To recap: The Tahrir Square revolution captivated world attention and eventually prompted the military to escort Mubarak from office on Feb. 11, 2011. A year later, the Muslim Brotherhood’s Mohammed Morsi became the first freely elected Egyptian president. But his term quickly soured with accusations that his government was an economic failure and that it tried to monopolize power for an Islamist agenda. Protesters prompted a military coup last July 3.
The military then decided to lead from behind — appointing a president, prime minister and cabinet. Parliament remains dissolved.
The violence has been worse than any time during Mubarak’s rule. The security forces say they are engage in a battle with terrorists and more than 1,400 people have been killed since last summer. But a majority appear to be demonstrators and victims of what Amnesty International calls “excessive” force.
Fearful of chaos and crime, many Egyptians back the military’s tactics.

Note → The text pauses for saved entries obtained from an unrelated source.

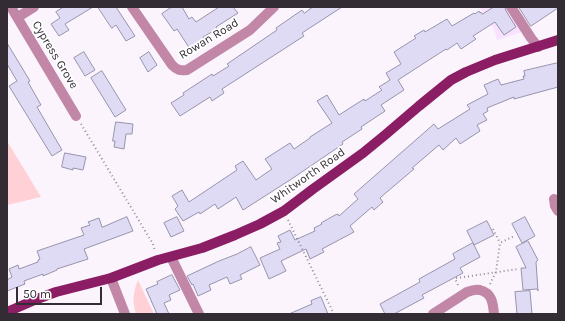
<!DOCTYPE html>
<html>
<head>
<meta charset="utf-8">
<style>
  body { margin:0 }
  #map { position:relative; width:565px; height:321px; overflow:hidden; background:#fbf4fd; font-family:Karla,sans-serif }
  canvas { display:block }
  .frame { position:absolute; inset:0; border:8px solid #332c35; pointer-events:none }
  .scale { position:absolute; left:16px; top:287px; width:86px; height:18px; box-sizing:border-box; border:2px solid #332c35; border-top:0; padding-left:5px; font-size:12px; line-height:14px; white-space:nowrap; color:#332c35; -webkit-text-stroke:3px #fff; paint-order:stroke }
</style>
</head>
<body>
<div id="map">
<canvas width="565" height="321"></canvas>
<div class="frame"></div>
<div class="scale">50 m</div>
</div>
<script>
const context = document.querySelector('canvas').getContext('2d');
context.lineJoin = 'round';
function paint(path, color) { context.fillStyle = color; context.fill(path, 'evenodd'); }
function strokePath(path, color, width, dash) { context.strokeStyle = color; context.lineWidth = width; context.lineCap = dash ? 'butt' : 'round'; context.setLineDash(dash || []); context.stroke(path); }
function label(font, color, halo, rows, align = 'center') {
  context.font = font + ' Karla,sans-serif'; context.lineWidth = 3.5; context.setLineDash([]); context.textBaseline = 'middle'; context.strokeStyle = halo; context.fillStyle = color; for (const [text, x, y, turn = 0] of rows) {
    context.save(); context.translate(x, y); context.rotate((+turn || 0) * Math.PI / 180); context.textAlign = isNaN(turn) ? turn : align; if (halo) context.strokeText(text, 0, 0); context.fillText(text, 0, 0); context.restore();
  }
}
const built = new Path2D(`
  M 479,7 L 509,7 L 525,31 L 497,40 L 494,29 Z`);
const green = new Path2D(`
  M 7,141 L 41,197 L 7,205 Z
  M 138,280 L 154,314 L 136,314 C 132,300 133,293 138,280 Z`);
const building = new Path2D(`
  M 64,7 L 93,7 L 65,24 L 69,30 L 59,36 L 51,24 L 60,18 L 56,12 Z
  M 98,7 L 116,7 L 135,36 L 126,41 L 116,25 L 112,28 Z
  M 172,7 L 182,7 L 189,19 L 192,17 L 196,22 L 219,7 L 233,7 L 238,13 L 216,27 L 217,29 L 203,37 L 204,39 L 190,49 L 177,29 L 174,31 L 162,14 Z
  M 313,7 L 342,7 L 302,33 L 304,36 L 222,89 L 224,93 L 212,101 L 210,97 L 180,116 L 171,103 L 184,95 L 183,93 L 212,74 L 213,76 L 229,66 L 227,64 L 277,30 L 276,28 L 302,10 L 304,13 Z
  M 494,7 L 505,7 L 506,11 L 516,27 L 504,35 L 495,22 L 473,36 L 476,39 L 461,49 L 457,43 L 447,50 L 446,49 L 398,80 L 404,90 L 381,105 L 385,111 L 361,127 L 362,129 L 342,142 L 343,144 L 290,180 L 243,210 L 236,197 L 218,209 L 215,204 L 200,214 L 199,212 L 183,221 L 175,209 L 178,206 L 172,196 L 182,190 L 189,202 L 237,170 L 235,166 L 243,161 L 256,180 L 272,169 L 265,159 L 290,143 L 294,149 L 310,138 L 310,137 L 332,123 L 317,101 L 327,95 L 339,115 L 364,99 L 365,101 L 382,90 L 379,87 L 390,80 L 386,73 L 401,64 L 394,52 L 416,38 L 414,36 L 424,30 L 425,32 L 447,19 L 452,26 L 474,13 L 475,14 L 479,11 L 480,13 L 481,12 L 482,14 Z
  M 519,7 L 558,7 L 558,8 L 531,26 Z
  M 7,43 L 30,81 L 28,82 L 41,105 L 37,107 L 62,150 L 52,156 L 9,86 L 17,81 L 7,64 Z
  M 84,52 L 95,70 L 85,76 L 74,58 Z
  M 149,52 L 157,65 L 148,72 L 140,58 Z
  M 558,63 L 558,87 L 514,99 L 514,97 L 487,108 L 488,111 L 483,114 L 487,120 L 477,125 L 480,131 L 460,144 L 456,138 L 443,150 L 439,145 L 412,168 L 414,169 L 381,197 L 380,198 L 383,202 L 374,210 L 372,207 L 350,226 L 354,232 L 322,249 L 324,252 L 310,259 L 306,249 L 281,261 L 286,271 L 269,279 L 260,258 L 280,249 L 277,243 L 281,242 L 278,236 L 290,230 L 295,240 L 315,231 L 314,228 L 322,224 L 321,223 L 335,215 L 338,214 L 339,216 L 358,199 L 354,194 L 434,124 L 438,129 L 470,109 L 467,105 L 488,94 L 484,85 L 498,79 L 501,85 L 524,79 L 523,76 L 525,76 L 524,71 Z
  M 102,71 L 126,110 L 115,117 L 91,78 Z
  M 116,122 L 133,124 L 132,134 L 126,134 L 124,149 L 114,147 L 115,141 L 113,141 Z
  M 65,153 L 86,157 L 83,170 L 73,168 L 73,170 L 62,167 Z
  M 127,217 L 133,231 L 84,249 L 88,259 L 57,269 L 57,270 L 43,276 L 43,274 L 24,281 L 25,284 L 7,291 L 7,280 L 12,277 L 9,269 L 18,265 L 19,269 L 38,262 L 38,260 L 40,259 L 37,251 L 84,235 L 81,228 L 90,225 L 88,222 L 99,218 L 102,227 Z
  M 177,217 L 184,231 L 171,237 L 164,223 Z
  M 525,217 L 535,236 L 522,243 L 512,224 Z
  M 487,221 L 494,235 L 474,245 L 467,231 Z
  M 528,241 L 538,260 L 536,262 L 538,291 L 537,289 L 523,290 L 521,268 L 526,268 L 516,247 Z
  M 473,243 L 480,257 L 460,268 L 463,273 L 422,295 L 424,298 L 394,314 L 385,314 L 380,304 L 420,282 L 419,279 L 455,259 L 453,254 Z
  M 251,247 L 260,265 L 240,275 L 242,279 L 230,284 L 227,277 L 209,285 L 211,290 L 198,296 L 193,284 L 192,285 L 187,276 L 219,261 L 237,254 Z
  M 172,275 L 180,290 L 169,295 L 171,300 L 164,303 L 169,314 L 157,314 L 146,289 L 158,284 L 157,282 Z
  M 530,291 L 532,314 L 517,314 L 515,292 Z
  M 321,297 L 328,314 L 289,314 L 312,304 L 311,301 Z`);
const path = new Path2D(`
  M 81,124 L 153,244 L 155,251
  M 288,220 L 334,314
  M 493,229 L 500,243
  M 490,284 L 496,272 L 500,243 L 514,236
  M 458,285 L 455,279 L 457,278 L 518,269`);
const minor = new Path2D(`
  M 11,7 L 76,116
  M 132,7 L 172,65 C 177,70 180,71 187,70 L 250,30 L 274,7
  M 511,7 L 531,38 L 538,47
  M 18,17 L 34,7
  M 554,199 L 555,206 L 558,211
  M 171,257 L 199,314
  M 111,278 L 125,314
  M 433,314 L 467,292 C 472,290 475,289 480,290 C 492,293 493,303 494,314`);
const major = new Path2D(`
  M 7,312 L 37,299 L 56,292 L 111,278 L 158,260 L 202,248 L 235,235 L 260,224 L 284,211 L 313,189 L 363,153 L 385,135 L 419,106 L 451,80 L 466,72 L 495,60 L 558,40`);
const streetNames = [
  ["Rowan Road",209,39,-31],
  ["Cypress Grove",55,55,59],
  ["Whitworth Road",308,176,-35]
];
paint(built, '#f9e2ff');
paint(green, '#ffd1d6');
paint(building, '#dfdbf5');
strokePath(building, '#9793ab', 1);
strokePath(path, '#928b94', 2, [1, 3]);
strokePath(minor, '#c286a7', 10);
strokePath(major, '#8b1d65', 10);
label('12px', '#332c35', '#fff', streetNames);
</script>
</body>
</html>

H.A. Hellyer of the Washington-based Brookings Institution says the “war on terror” framework used by the government is putting even greater pressure on Egypt’s young civil society groups than the Mubarak regime did.
Human Rights Watch, which is bassed in New York, says in a new report that Egyptian authorities allow “almost zero tolerance for any form of dissent.” Some of the original revolutionaries from three years ago are among the thousands now in jail because they oppose the military’s role — even though they have never been linked to terrorism and are not supporters of the Muslim Brotherhood.
Television reporters, bloggers and opposition politicians have been jailed, charged or forced into exile. Ahmed Maher, a key organizer of the original revolution, has been locked up since December, when he led a protest against the military. Because of a tweet, Amr Hamzawi, a liberal politician, was charged with 25 others for “insulting the judiciary.”
“The only glimmer of hope that I continue to see is sort of the sense of youthful activism is still not completely dead. But it’s being crushed by the hand of the authorities,” said Brian Katulis, Middle East expert at the Center for American Progress.
The country faces serious non-political problems, such as an energy shortage that causes blackouts, a huge drop in the vital tourism industry and high unemployment. But Katulis said all the public debate centers only on “identity and power.”
There’s also an insurgency with Islamist extremists attacking security forces and, recently, tourists. In the view of many, Egypt is now less stable than it’s been in decades.
Hellyer recently wrote in Salon that the revolution isn’t completely over yet and he told NPR there’s still a chance this bleak period could be a temporary stage in a greater evolution.
“No one really knows what Egypt will look like in 10 years from now,” he wrote in an email, saying that 2011 unleashed long pent-up currents still playing out. “It’s not over yet. But certainly, it seems to get harder with each passing phase – and it is likely to get harder still.”